In terms of the overall impact on the industry, Kerber noted that Parks Associates’ initial research shows that “almost half of the new subscribers are getting their services from the cable and telecom operators. Again, this is based on a small sample size, but those are really dramatic numbers and a significant move for the industry.”
While Parks Associates said that interactive services are having a positive impact on RMR, the research firm is taking a close look at whether that trend will continue over the next several years.
“In our last two data points, and we are talking about 2,000 to 3,000 consumers in Q2 and Q4, RMR did show a slight flattening off,” Kerber said. “We are going to look at other data sources to try to confirm this, but we may have to adjust our estimates down a bit to show that number flattening, not declining, but a flattening out of RMR potential.”

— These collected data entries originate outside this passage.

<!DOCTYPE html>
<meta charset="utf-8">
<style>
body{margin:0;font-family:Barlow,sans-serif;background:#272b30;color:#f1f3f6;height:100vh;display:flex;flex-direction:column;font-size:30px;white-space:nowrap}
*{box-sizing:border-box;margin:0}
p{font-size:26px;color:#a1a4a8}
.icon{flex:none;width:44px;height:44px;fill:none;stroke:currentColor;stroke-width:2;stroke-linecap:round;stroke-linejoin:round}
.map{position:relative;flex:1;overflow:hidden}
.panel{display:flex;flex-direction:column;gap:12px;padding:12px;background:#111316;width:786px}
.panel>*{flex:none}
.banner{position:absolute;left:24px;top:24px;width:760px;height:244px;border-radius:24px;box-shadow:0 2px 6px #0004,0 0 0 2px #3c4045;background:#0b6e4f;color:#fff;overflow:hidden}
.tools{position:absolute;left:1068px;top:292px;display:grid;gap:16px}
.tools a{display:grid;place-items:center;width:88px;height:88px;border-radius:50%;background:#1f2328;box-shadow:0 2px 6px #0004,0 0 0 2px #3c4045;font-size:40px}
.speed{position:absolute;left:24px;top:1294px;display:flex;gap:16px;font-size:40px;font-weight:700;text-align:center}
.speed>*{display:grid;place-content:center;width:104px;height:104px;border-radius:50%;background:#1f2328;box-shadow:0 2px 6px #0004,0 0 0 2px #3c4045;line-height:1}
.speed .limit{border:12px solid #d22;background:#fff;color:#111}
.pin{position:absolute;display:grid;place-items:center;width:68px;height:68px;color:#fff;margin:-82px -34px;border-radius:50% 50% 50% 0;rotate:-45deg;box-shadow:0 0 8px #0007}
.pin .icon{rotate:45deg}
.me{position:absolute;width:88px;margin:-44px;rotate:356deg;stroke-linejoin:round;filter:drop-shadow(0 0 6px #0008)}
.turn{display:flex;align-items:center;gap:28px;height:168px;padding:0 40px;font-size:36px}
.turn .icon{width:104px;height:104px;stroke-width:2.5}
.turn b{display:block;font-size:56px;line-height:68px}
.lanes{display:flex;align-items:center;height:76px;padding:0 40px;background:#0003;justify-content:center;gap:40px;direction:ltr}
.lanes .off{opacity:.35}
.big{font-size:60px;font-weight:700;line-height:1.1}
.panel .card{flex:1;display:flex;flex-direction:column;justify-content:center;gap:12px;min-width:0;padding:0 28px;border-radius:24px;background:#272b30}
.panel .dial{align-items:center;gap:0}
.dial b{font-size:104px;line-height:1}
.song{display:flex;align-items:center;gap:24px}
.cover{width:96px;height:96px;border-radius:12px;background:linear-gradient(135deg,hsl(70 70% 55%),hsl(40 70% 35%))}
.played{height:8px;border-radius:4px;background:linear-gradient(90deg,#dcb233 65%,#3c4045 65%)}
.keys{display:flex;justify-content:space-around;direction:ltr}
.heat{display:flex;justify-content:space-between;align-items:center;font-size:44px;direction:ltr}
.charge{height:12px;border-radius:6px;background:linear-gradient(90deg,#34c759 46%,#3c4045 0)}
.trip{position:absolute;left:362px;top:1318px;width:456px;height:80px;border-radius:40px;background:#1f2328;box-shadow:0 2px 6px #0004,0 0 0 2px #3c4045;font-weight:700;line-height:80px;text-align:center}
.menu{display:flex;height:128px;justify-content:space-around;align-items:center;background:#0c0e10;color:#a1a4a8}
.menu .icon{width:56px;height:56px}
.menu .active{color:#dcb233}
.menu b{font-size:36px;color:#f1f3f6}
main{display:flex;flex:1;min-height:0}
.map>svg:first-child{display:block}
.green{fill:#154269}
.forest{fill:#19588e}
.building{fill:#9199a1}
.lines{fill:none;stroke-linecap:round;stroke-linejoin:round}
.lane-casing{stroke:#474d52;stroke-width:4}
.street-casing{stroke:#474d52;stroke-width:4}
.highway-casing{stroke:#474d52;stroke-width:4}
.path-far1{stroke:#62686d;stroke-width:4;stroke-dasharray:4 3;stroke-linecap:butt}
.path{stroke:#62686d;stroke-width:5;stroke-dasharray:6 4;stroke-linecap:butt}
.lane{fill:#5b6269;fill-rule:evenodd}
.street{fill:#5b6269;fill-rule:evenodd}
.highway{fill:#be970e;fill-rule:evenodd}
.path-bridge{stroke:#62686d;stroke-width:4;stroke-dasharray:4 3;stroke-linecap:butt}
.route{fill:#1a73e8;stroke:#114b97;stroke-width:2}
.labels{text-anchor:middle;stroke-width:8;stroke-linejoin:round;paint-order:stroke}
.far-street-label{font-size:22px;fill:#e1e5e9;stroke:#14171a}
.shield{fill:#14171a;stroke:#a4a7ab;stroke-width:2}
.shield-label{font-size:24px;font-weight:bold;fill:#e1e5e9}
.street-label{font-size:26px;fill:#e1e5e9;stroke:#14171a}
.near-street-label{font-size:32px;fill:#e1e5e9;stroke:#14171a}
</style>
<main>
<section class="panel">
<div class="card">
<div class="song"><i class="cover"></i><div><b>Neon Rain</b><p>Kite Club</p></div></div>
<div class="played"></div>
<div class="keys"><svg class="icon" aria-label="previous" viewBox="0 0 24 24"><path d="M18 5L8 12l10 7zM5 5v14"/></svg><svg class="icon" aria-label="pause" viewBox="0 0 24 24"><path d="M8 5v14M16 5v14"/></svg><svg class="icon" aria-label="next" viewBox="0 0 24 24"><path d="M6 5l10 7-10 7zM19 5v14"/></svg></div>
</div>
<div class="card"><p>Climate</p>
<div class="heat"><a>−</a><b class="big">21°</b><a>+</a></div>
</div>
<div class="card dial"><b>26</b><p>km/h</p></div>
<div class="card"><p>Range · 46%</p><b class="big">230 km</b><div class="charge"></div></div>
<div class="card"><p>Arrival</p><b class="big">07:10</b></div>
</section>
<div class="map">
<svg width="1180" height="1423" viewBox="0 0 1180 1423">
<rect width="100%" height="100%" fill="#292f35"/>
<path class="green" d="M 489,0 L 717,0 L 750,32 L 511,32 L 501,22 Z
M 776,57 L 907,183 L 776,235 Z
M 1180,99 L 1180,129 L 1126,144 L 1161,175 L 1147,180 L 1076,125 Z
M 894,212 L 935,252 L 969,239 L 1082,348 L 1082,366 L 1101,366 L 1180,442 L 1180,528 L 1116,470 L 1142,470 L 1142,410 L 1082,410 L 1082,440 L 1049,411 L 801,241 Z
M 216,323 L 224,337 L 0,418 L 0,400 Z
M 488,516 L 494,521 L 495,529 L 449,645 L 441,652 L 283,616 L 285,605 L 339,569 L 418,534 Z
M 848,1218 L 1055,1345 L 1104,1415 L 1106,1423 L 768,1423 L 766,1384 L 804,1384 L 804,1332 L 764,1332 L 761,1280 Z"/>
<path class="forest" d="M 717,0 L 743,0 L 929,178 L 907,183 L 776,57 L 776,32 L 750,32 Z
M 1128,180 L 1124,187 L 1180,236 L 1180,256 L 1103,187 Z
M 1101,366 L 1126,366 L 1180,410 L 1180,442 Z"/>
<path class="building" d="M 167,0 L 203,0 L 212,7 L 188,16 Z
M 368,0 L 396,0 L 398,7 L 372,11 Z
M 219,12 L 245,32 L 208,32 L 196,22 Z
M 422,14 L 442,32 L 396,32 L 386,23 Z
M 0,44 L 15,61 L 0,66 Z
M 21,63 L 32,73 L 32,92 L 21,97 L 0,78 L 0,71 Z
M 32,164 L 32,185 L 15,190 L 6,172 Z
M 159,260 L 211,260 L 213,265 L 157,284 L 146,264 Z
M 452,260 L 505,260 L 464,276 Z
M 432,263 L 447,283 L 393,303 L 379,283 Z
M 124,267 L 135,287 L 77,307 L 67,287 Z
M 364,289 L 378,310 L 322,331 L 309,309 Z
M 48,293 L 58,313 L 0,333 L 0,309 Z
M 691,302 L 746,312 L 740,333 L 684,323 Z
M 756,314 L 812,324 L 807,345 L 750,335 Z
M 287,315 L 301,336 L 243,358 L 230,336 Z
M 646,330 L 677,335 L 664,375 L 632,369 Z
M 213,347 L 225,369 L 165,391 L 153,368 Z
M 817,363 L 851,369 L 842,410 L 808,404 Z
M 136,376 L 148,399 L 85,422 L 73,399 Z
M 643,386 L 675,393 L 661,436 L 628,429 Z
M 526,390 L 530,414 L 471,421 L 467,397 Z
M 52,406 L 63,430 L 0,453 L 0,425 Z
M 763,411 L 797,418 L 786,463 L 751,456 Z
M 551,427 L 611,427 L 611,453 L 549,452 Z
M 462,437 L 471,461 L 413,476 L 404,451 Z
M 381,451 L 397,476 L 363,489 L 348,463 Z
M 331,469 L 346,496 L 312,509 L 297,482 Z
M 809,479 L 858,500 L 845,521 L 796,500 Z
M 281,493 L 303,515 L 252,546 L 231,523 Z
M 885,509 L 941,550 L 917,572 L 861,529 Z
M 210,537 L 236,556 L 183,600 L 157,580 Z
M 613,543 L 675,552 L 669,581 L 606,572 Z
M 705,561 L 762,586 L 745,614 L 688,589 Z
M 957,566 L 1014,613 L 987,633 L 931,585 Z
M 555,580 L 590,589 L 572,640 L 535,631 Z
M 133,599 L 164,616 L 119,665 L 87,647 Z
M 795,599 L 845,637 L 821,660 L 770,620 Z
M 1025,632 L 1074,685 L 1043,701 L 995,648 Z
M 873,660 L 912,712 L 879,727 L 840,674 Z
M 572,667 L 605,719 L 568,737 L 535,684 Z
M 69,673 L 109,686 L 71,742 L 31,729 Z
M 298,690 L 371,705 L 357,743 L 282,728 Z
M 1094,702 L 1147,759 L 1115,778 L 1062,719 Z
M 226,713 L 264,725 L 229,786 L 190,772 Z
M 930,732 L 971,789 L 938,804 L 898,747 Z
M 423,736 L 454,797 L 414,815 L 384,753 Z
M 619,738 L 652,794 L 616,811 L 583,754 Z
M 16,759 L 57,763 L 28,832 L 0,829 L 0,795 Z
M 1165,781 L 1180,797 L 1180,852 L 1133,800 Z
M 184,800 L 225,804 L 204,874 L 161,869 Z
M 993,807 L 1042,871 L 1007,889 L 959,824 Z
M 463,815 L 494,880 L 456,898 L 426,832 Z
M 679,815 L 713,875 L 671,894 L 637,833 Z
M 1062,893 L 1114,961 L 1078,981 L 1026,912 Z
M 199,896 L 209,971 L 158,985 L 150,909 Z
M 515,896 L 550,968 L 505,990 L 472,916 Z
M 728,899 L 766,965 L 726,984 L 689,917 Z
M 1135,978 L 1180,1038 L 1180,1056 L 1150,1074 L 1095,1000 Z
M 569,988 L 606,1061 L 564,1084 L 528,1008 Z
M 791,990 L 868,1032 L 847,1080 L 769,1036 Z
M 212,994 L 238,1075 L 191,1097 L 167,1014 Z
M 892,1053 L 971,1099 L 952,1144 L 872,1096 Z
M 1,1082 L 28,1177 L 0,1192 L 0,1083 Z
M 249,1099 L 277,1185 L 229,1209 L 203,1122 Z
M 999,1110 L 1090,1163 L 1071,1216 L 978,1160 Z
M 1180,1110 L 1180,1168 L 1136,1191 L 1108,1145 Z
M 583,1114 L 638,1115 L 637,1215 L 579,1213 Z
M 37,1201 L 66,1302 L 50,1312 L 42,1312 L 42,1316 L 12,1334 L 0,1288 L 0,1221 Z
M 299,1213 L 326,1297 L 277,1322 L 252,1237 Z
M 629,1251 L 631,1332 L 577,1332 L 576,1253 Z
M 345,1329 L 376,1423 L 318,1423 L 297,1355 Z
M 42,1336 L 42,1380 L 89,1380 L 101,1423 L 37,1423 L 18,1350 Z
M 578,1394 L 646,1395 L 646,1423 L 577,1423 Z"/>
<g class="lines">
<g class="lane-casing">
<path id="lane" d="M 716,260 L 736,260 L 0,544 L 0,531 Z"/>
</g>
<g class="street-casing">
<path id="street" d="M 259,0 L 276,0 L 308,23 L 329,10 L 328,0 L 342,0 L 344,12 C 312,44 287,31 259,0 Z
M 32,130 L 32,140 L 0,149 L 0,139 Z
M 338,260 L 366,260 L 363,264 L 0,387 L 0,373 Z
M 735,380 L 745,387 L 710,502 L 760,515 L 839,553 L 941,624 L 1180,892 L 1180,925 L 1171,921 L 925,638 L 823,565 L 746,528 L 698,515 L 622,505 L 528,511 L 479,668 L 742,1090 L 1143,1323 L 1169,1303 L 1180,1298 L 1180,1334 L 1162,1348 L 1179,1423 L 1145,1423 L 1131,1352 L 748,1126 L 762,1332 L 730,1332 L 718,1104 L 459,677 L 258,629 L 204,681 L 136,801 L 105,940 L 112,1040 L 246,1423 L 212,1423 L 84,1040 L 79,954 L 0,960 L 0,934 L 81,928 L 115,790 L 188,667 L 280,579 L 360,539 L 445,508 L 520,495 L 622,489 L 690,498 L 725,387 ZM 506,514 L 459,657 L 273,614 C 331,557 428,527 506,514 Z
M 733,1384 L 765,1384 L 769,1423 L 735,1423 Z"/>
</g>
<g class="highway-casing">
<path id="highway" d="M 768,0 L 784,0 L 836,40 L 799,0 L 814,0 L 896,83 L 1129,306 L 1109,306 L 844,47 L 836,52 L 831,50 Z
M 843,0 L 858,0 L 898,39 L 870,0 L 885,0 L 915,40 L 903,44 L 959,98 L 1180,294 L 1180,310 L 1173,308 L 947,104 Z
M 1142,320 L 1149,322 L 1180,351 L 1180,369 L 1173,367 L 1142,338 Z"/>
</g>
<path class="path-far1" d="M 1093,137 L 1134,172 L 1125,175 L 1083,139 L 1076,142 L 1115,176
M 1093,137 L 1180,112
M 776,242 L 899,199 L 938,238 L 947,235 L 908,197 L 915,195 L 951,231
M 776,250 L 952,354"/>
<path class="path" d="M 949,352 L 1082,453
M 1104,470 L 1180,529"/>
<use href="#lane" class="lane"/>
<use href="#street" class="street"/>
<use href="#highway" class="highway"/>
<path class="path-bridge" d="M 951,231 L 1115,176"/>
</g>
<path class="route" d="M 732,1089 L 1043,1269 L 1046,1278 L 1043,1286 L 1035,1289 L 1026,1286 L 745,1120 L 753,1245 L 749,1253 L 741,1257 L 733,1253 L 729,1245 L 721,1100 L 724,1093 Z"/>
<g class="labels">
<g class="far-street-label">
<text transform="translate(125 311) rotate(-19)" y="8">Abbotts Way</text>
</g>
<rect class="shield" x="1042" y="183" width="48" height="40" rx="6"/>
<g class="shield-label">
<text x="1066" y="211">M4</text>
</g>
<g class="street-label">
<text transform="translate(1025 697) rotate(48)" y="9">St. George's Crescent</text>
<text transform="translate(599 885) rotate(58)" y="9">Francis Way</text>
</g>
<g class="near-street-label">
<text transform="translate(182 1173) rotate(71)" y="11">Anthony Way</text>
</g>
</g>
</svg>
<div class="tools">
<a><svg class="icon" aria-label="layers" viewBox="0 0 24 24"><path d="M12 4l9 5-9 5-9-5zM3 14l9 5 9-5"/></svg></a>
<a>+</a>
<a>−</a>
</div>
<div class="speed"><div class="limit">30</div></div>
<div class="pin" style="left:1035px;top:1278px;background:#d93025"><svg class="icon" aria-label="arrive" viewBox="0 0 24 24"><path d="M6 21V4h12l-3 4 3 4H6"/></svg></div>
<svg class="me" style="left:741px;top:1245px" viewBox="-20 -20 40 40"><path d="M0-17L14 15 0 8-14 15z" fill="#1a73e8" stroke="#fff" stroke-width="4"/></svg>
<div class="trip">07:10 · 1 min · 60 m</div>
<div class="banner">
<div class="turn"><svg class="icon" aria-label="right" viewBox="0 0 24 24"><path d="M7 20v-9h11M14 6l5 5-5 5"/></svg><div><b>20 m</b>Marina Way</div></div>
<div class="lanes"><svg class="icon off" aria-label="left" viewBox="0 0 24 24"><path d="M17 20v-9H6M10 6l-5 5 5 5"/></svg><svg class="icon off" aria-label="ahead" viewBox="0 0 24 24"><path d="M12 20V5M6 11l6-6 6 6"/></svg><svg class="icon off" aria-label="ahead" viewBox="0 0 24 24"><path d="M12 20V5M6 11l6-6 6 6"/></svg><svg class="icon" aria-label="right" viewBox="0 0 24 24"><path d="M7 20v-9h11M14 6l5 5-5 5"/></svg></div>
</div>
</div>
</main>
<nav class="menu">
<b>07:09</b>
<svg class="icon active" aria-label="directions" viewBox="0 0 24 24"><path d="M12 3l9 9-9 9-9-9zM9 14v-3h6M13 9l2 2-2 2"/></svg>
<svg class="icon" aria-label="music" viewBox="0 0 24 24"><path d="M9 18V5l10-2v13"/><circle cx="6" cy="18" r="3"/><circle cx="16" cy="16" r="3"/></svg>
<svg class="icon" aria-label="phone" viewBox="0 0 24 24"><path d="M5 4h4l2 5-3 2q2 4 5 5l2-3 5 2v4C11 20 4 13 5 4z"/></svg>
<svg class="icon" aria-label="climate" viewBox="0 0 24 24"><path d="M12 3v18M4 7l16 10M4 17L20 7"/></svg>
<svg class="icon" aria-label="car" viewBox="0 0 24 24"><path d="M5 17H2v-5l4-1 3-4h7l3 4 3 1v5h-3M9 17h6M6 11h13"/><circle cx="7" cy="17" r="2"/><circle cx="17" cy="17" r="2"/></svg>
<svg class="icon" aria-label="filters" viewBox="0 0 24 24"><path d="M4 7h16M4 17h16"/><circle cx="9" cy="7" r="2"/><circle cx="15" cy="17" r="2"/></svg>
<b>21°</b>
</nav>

He explained that while interactive services can be found in the majority of professionally monitored household security systems today, there are “a lot more dynamics going on than there have been in past years,” he said.
One is the ever-increasing presence of cable and telecom operators on the residential side, who are claiming that they have lower creation costs and a competitive advantage, because they’re selling to existing customers in most cases. They also say their massive marketing budgets give them an advantage as well.
Kerber added that the good news overall is that the industry is growing. “These new entrants are doing their part in growing the market overall, and by doing so, lifting the other players as well.”
Another major trend impacting the industry is the growth of self-installed systems or DIY, as well as self-monitored systems, Kerber said.
“That is of particular interest, and we are finding that for someone who has had a security system installed in the last year, almost a quarter of them said that they installed it themselves. Now, this number is based on a small sample size (more than 200 people who have had their security system installed in the last year), so you can’t take it to the bank, but that is much more than it has been historically, and it is of interest for further research and analysis.”
With increased competition, Kerber asserted that traditional dealers today need to offer what new customers want, such as interactive services, home control options, and even a DIY or self-installed option, if they want to compete for the new business. “The more traditional dealers have to find out how to work that into their business plan—to offer customers a lower-cost install option,” he said.